* Problem details *
Look through the data below for the string "lists", and copy every line where it turns up.

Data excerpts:
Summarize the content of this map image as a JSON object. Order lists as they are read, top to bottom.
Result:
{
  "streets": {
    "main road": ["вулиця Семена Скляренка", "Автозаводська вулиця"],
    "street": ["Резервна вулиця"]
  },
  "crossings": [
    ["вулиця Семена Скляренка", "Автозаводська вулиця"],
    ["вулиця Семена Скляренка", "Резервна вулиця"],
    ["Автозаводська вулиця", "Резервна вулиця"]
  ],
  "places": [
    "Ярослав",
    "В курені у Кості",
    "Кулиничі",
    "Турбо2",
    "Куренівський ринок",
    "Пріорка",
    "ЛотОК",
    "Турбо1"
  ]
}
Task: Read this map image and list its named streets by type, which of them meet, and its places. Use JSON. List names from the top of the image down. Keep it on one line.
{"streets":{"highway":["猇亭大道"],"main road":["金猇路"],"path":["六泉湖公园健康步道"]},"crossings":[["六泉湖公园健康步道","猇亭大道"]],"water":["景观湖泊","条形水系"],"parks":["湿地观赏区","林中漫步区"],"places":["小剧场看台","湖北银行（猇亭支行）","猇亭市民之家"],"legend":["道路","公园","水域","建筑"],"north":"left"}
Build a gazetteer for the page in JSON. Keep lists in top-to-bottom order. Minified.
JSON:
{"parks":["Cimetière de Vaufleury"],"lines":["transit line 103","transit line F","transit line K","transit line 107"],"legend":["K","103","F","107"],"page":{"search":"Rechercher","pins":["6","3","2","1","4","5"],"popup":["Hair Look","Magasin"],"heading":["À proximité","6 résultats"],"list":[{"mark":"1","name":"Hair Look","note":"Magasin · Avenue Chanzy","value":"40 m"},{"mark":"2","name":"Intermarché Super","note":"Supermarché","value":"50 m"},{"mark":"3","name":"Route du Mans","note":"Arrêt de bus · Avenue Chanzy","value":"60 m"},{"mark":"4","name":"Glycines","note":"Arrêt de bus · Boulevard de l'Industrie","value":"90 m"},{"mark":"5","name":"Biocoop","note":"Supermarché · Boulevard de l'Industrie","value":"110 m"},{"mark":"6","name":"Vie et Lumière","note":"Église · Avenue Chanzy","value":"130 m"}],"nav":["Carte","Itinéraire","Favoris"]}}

* Written response *
Summarize the content of this map image as a JSON object. Order lists as they are read, top to bottom.
Build a gazetteer for the page in JSON. Keep lists in top-to-bottom order. Minified.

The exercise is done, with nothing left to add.